● **EXERCISE DATA**:

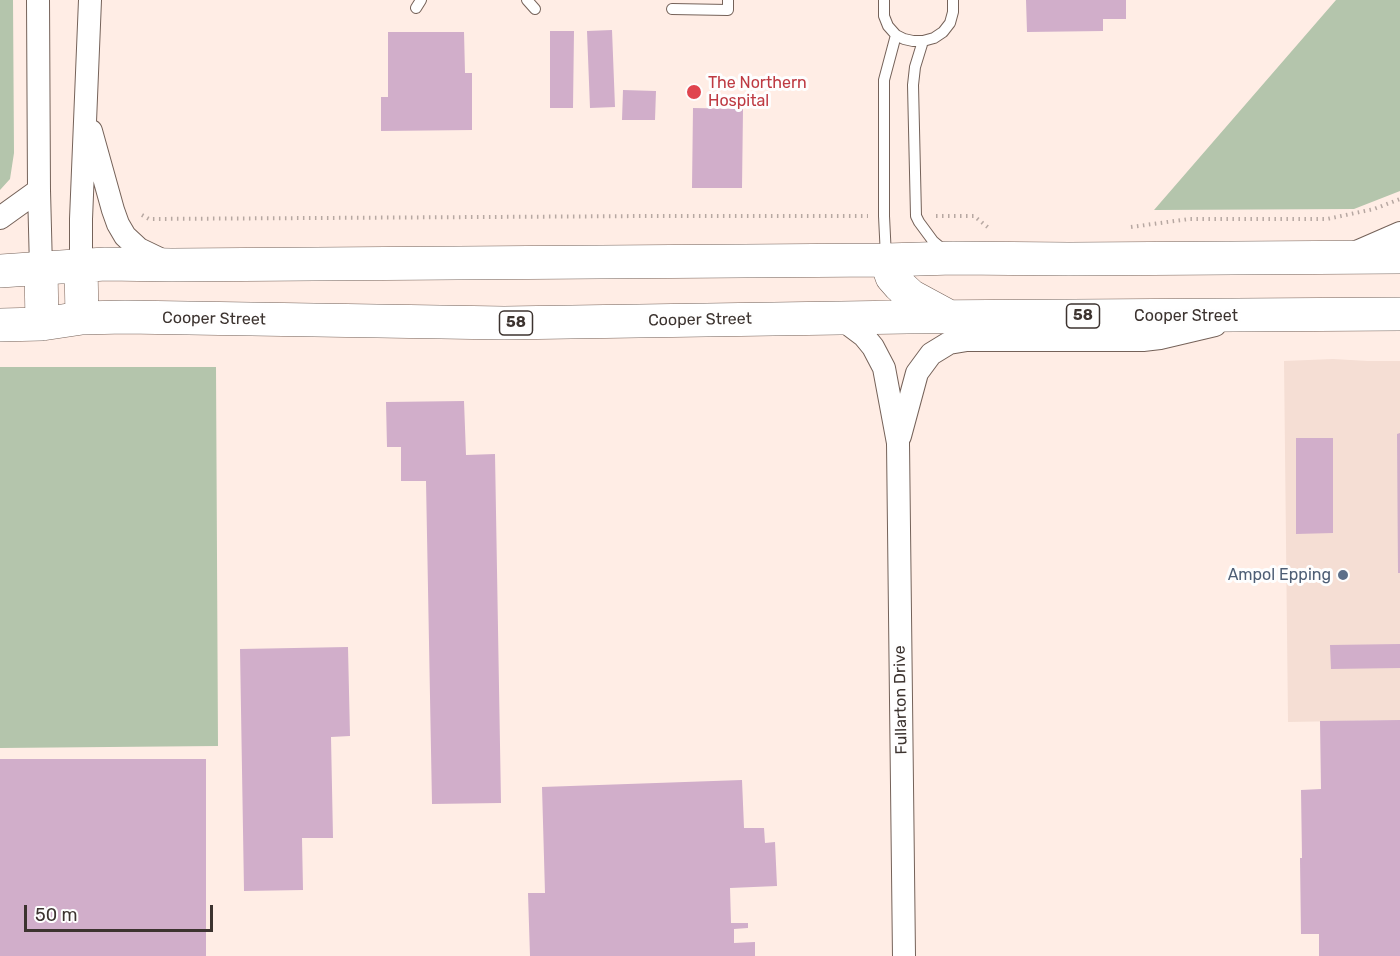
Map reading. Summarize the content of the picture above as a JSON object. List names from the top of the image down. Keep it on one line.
{"streets":{"main road":["58","Cooper Street"],"street":["Fullarton Drive"]},"crossings":[["Cooper Street","Fullarton Drive"]],"places":["The Northern Hospital","Ampol Epping"],"scale_bar":"50 m"}
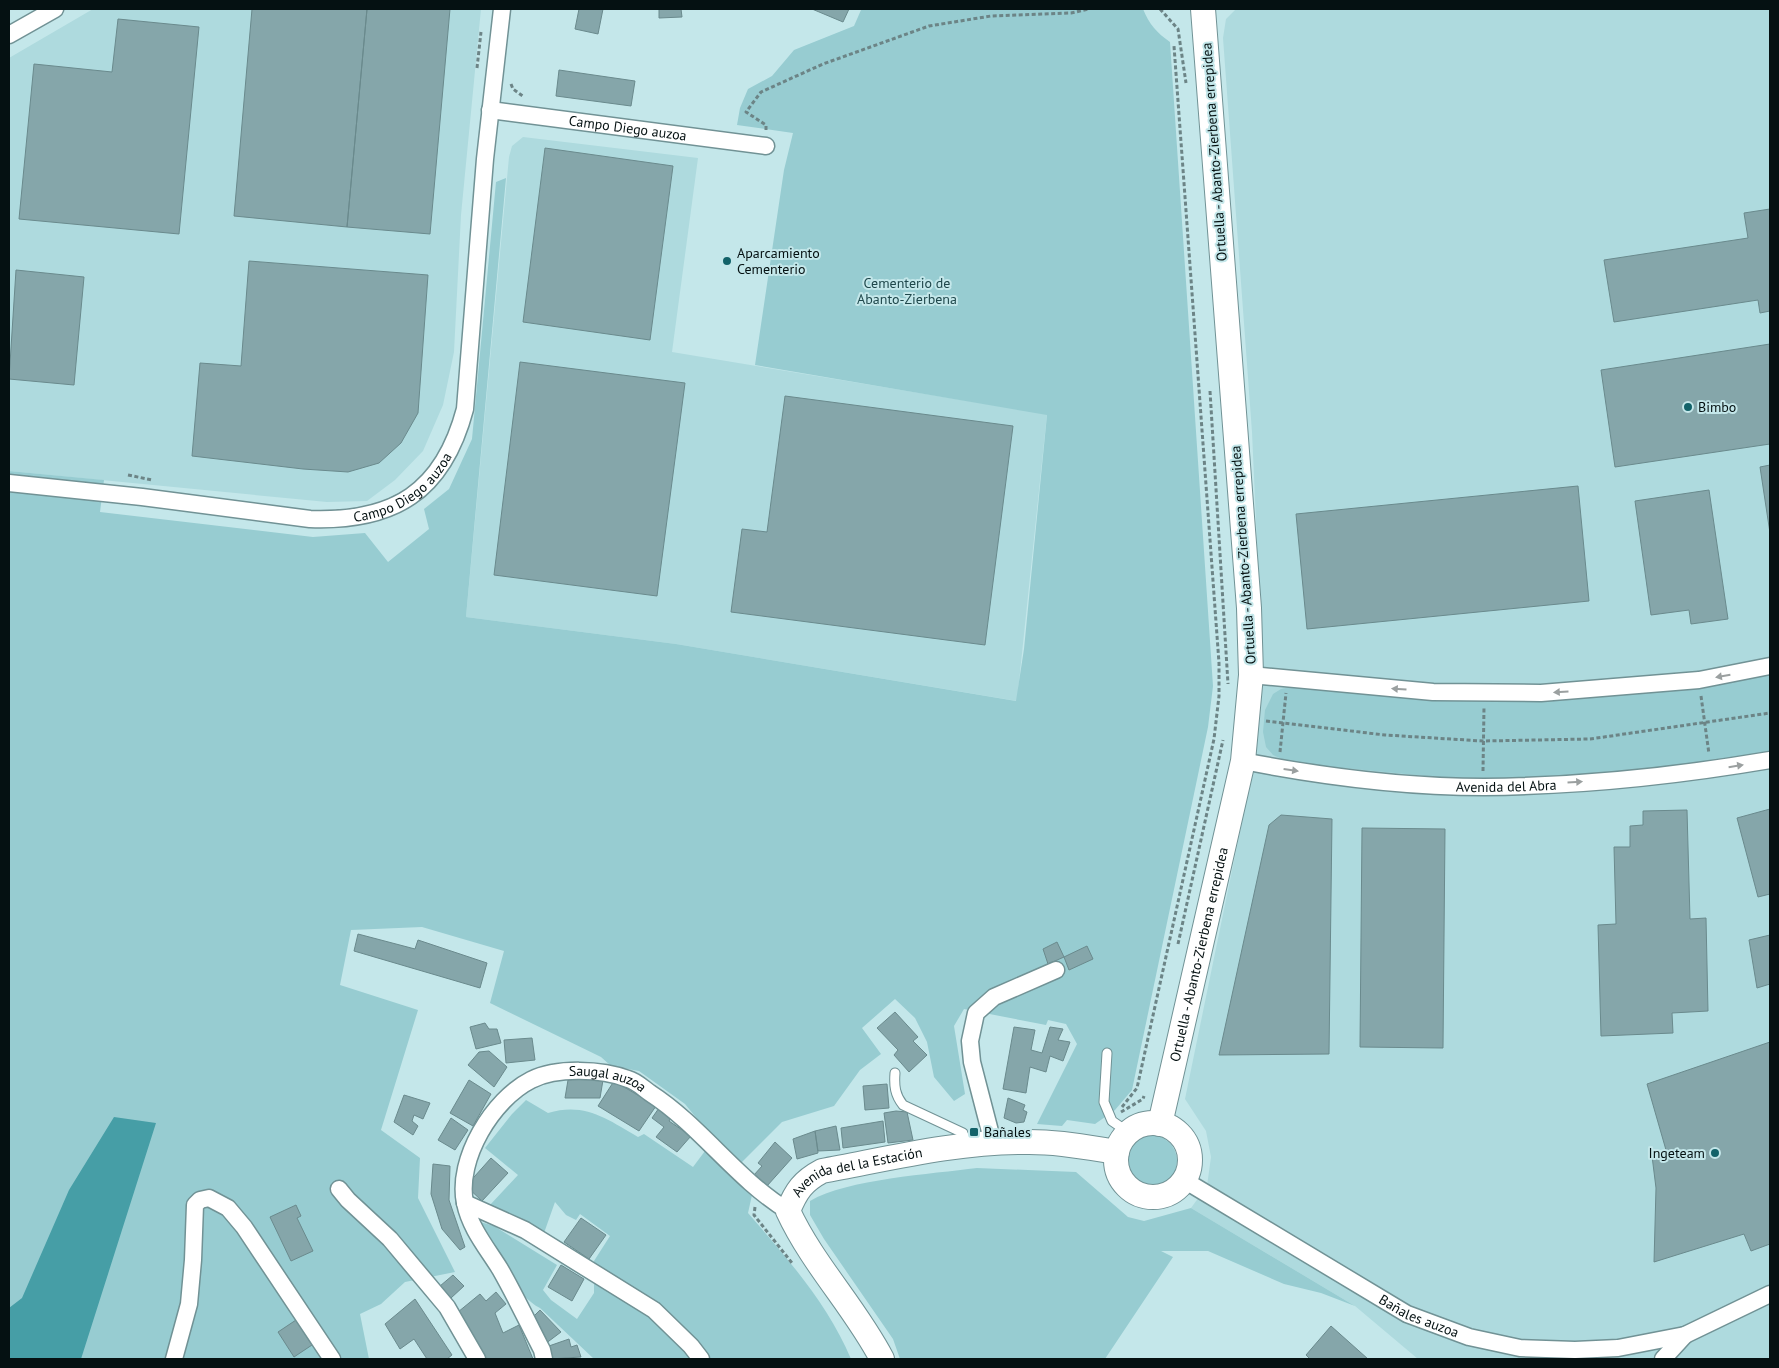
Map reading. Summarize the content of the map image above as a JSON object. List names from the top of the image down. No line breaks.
{"streets":{"street":["Campo Diego auzoa","Ortuella - Abanto-Zierbena errepidea","Avenida del Abra","Saugal auzoa","Avenida del la Estación","Bañales auzoa"]},"crossings":[["Ortuella - Abanto-Zierbena errepidea","Avenida del Abra"],["Ortuella - Abanto-Zierbena errepidea","Avenida del la Estación"],["Ortuella - Abanto-Zierbena errepidea","Bañales auzoa"],["Saugal auzoa","Avenida del la Estación"],["Avenida del la Estación","Bañales auzoa"]],"parks":["Cementerio de Abanto-Zierbena"],"places":{"other":["Aparcamiento Cementerio","Bimbo","Ingeteam"],"transit":["Bañales"]}}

● **TASK PROMPT**:
Drop the images and return the data verbatim.

● **RESULT OF THE TASK**:
Map reading. Summarize the content of the picture above as a JSON object. List names from the top of the image down. Keep it on one line.
{"streets":{"main road":["58","Cooper Street"],"street":["Fullarton Drive"]},"crossings":[["Cooper Street","Fullarton Drive"]],"places":["The Northern Hospital","Ampol Epping"],"scale_bar":"50 m"}
Map reading. Summarize the content of the map image above as a JSON object. List names from the top of the image down. No line breaks.
{"streets":{"street":["Campo Diego auzoa","Ortuella - Abanto-Zierbena errepidea","Avenida del Abra","Saugal auzoa","Avenida del la Estación","Bañales auzoa"]},"crossings":[["Ortuella - Abanto-Zierbena errepidea","Avenida del Abra"],["Ortuella - Abanto-Zierbena errepidea","Avenida del la Estación"],["Ortuella - Abanto-Zierbena errepidea","Bañales auzoa"],["Saugal auzoa","Avenida del la Estación"],["Avenida del la Estación","Bañales auzoa"]],"parks":["Cementerio de Abanto-Zierbena"],"places":{"other":["Aparcamiento Cementerio","Bimbo","Ingeteam"],"transit":["Bañales"]}}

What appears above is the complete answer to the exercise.